Azure Pipelines Current Release Version PyPi Version conda Version Python wheels Follow us on Twitter

What's where (as of v7.0.0)

Module Description
thinc.v2v.Model Base class.
thinc.v2v Layers transforming vectors to vectors.
thinc.i2v Layers embedding IDs to vectors.
thinc.t2v Layers pooling tensors to vectors.
thinc.t2t Layers transforming tensors to tensors (e.g. CNN, LSTM).
thinc.api Higher-order functions, for building networks. Will be renamed.
thinc.extra Datasets and utilities.
thinc.neural.ops Container classes for mathematical operations. Will be reorganized.
thinc.linear.avgtron Legacy efficient Averaged Perceptron implementation.

Development status

Thinc's deep learning functionality is still under active development: APIs are unstable, and we're not yet ready to provide usage support. However, if you're already quite familiar with neural networks, there's a lot here you might find interesting. Thinc's conceptual model is quite different from TensorFlow's. Thinc also implements some novel features, such as a small DSL for concisely wiring up models, embedding tables that support pre-computation and the hashing trick, dynamic batch sizes, a concatenation-based approach to variable-length sequences, and support for model averaging for the Adam solver (which performs very well).

No computational graph – just higher order functions

The central problem for a neural network implementation is this: during the forward pass, you compute results that will later be useful during the backward pass. How do you keep track of this arbitrary state, while making sure that layers can be cleanly composed?

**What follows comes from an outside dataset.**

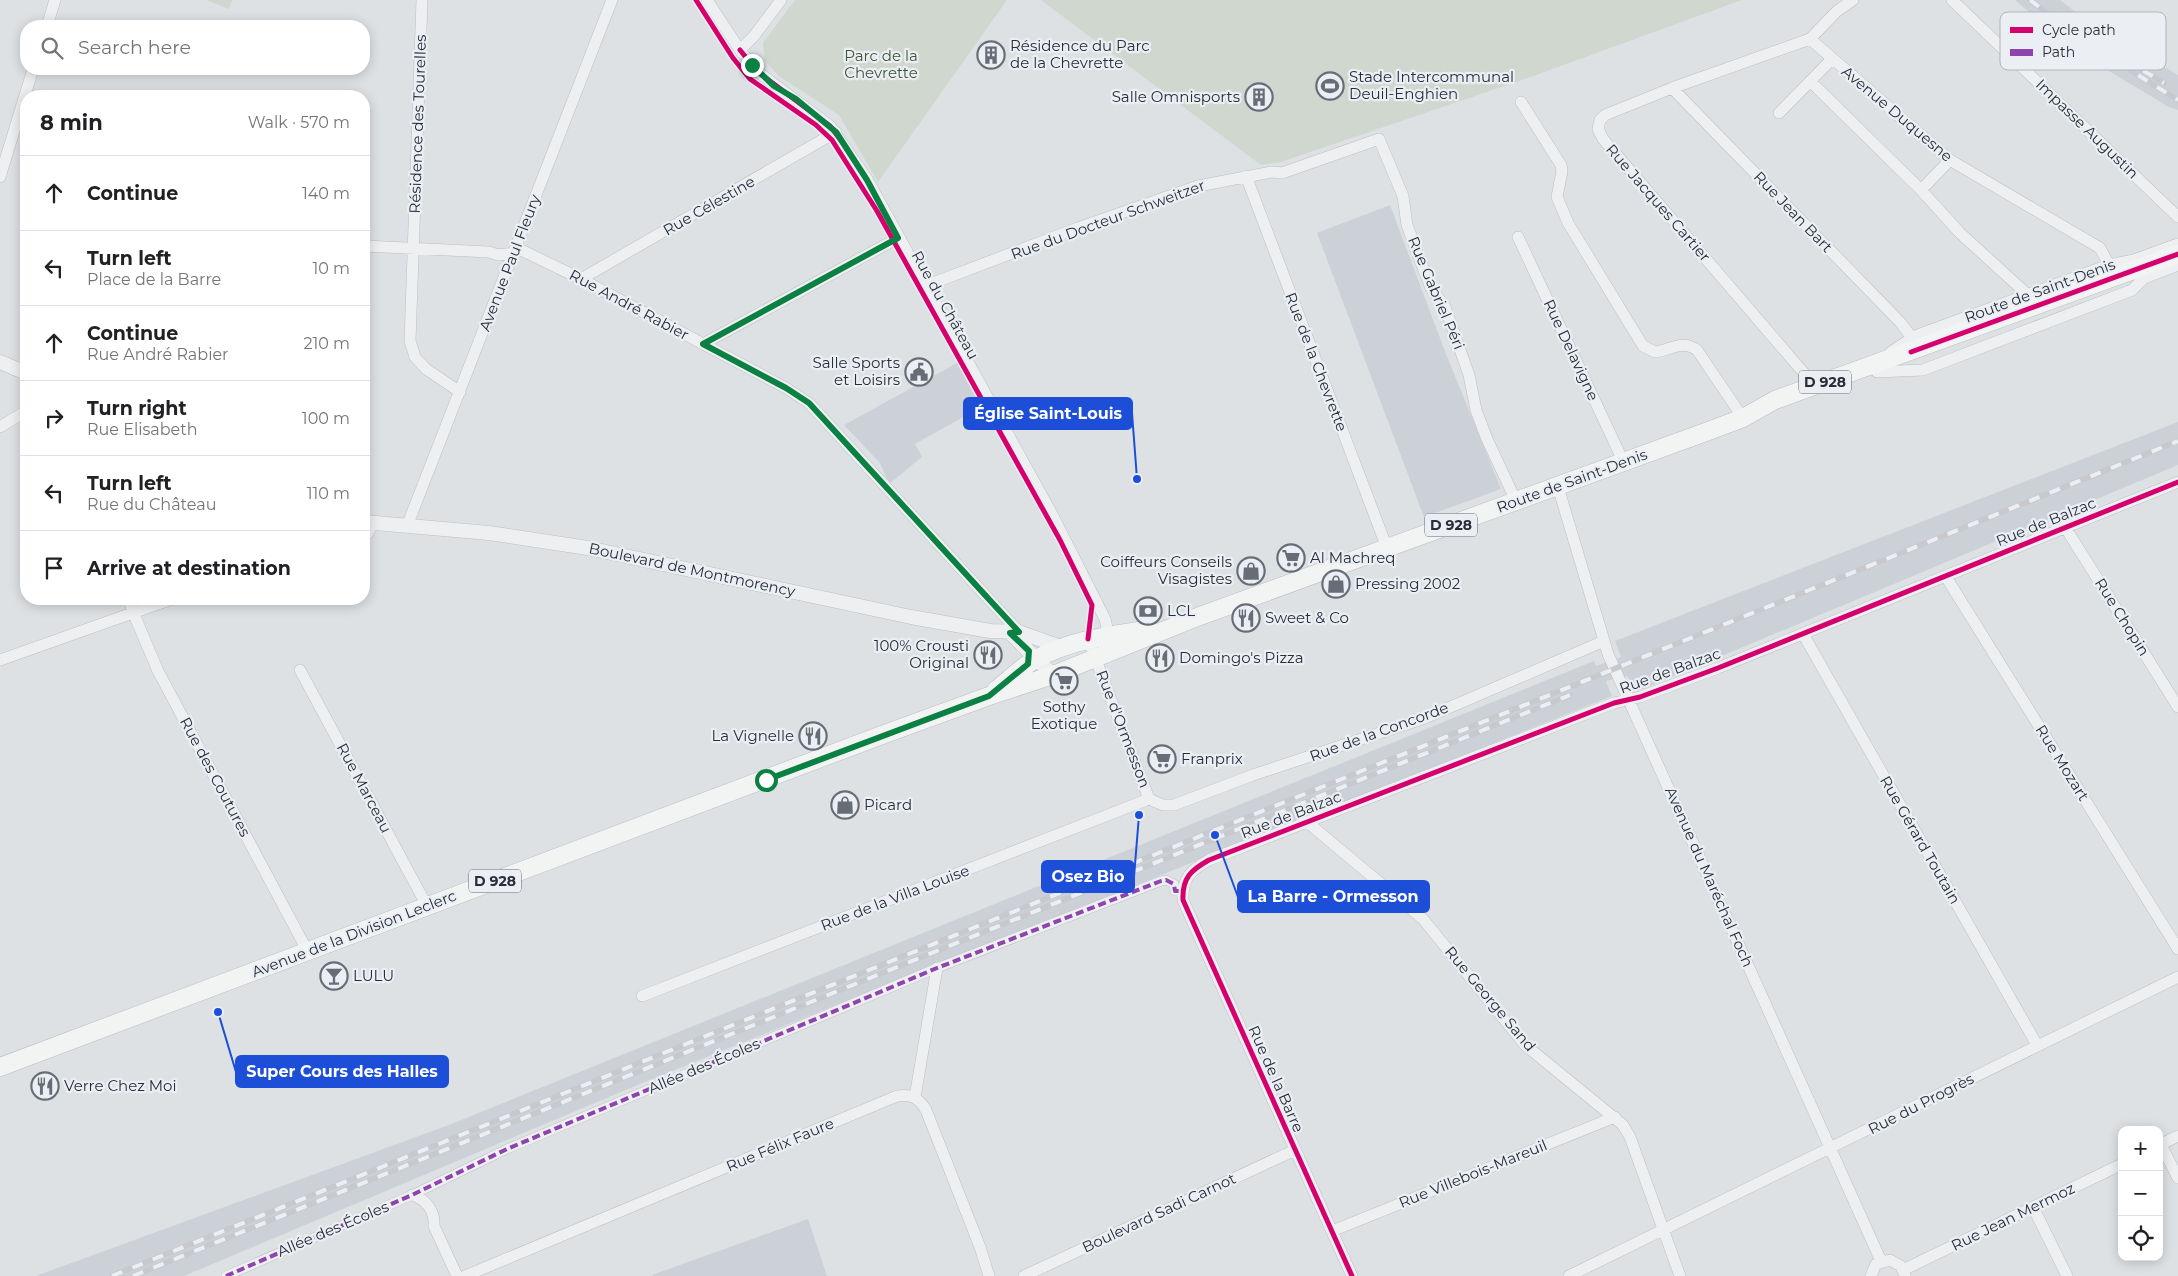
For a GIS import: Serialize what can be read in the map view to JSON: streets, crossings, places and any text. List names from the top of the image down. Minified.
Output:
{"streets":{"main road":["Route de Saint-Denis","D 928","Avenue de la Division Leclerc"],"street":["Avenue Duquesne","Résidence des Tourelles","Impasse Augustin","Rue Jacques Cartier","Rue Célestine","Rue Jean Bart","Rue du Docteur Schweitzer","Avenue Paul Fleury","Rue Gabriel Péri","Rue André Rabier","Rue du Château","Rue Delavigne","Rue de la Chevrette","Rue de Balzac","Boulevard de Montmorency","Rue Chopin","Rue d'Ormesson","Rue de la Concorde","Rue Mozart","Rue des Coutures","Rue Marceau","Rue Gérard Toutain","Avenue du Maréchal Foch","Rue de la Villa Louise","Rue George Sand","Allée des Écoles","Rue de la Barre","Rue du Progrès","Rue Félix Faure","Rue Villebois-Mareuil","Boulevard Sadi Carnot","Rue Jean Mermoz"]},"crossings":[["Avenue Duquesne","Rue Jacques Cartier"],["Avenue Duquesne","Route de Saint-Denis"],["Résidence des Tourelles","Avenue Paul Fleury"],["Rue Jacques Cartier","Rue Jean Bart"],["Rue Jacques Cartier","Route de Saint-Denis"],["Rue Célestine","Rue André Rabier"],["Rue Célestine","Rue du Château"],["Rue Jean Bart","Route de Saint-Denis"],["Rue du Docteur Schweitzer","Rue Gabriel Péri"],["Rue du Docteur Schweitzer","Rue du Château"],["Rue du Docteur Schweitzer","Rue de la Chevrette"],["Avenue Paul Fleury","Rue André Rabier"],["Avenue Paul Fleury","Boulevard de Montmorency"],["Route de Saint-Denis","Rue Gabriel Péri"],["Route de Saint-Denis","Rue Delavigne"],["Route de Saint-Denis","Rue de la Chevrette"],["Route de Saint-Denis","Avenue du Maréchal Foch"],["Route de Saint-Denis","Avenue de la Division Leclerc"],["Rue André Rabier","Boulevard de Montmorency"],["Rue du Château","Rue d'Ormesson"],["Rue du Château","Avenue de la Division Leclerc"],["Rue de Balzac","Rue Chopin"],["Rue de Balzac","Rue Mozart"],["Rue de Balzac","Rue Gérard Toutain"],["Rue de Balzac","Avenue du Maréchal Foch"],["Rue de Balzac","Rue George Sand"],["Rue de Balzac","Allée des Écoles"],["Rue de Balzac","Rue de la Barre"],["Boulevard de Montmorency","Avenue de la Division Leclerc"],["Rue d'Ormesson","Rue de la Concorde"],["Rue d'Ormesson","Rue de la Villa Louise"],["Rue d'Ormesson","Avenue de la Division Leclerc"],["Rue de la Concorde","Avenue du Maréchal Foch"],["Rue de la Concorde","Rue de la Villa Louise"],["Rue des Coutures","Avenue de la Division Leclerc"],["Rue Marceau","Avenue de la Division Leclerc"],["Rue Gérard Toutain","Rue du Progrès"],["Avenue du Maréchal Foch","Rue du Progrès"],["Rue George Sand","Rue du Progrès"],["Rue George Sand","Rue Villebois-Mareuil"],["Allée des Écoles","Rue de la Barre"],["Rue de la Barre","Rue Villebois-Mareuil"],["Rue de la Barre","Boulevard Sadi Carnot"]],"parks":["Parc de la Chevrette"],"places":{"building":["Résidence du Parc de la Chevrette","Salle Omnisports"],"sports":["Stade Intercommunal Deuil-Enghien"],"public building":["Salle Sports et Loisirs"],"other":["Église Saint-Louis","Osez Bio","La Barre - Ormesson","Super Cours des Halles"],"supermarket":["Al Machreq","Sothy Exotique","Franprix"],"shop":["Coiffeurs Conseils Visagistes","Pressing 2002","Picard"],"bank":["LCL"],"restaurant":["Sweet & Co","100% Crousti Original","Domingo's Pizza","La Vignelle","Verre Chez Moi"],"bar":["LULU"]},"legend":["Cycle path","Path"],"page":{"search":"Search here","heading":["8 min","Walk · 570 m"],"list":[["Continue","140 m"],["Turn left","Place de la Barre","10 m"],["Continue","Rue André Rabier","210 m"],["Turn right","Rue Elisabeth","100 m"],["Turn left","Rue du Château","110 m"],"Arrive at destination"],"map_buttons":["+","−"]}}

Most libraries solve this problem by having you declare the forward computations, which are then compiled into a graph somewhere behind the scenes. Thinc doesn't have a "computational graph". Instead, we just use the stack, because we put the state from the forward pass into callbacks.

All nodes in the network have a simple signature:

f(inputs) -> {outputs, f(d_outputs)->d_inputs}

To make this less abstract, here's a ReLu activation, following this signature:

def relu(inputs):
    mask = inputs > 0
    def backprop_relu(d_outputs, optimizer):
        return d_outputs * mask
    return inputs * mask, backprop_relu

When you call the relu function, you get back an output variable, and a callback. This lets you calculate a gradient using the output, and then pass it into the callback to perform the backward pass.

This signature makes it easy to build a complex network out of smaller pieces, using arbitrary higher-order functions you can write yourself. To make this clearer, we need a function for a weights layer. Usually this will be implemented as a class — but let's continue using closures, to keep things concise, and to keep the simplicity of the interface explicit.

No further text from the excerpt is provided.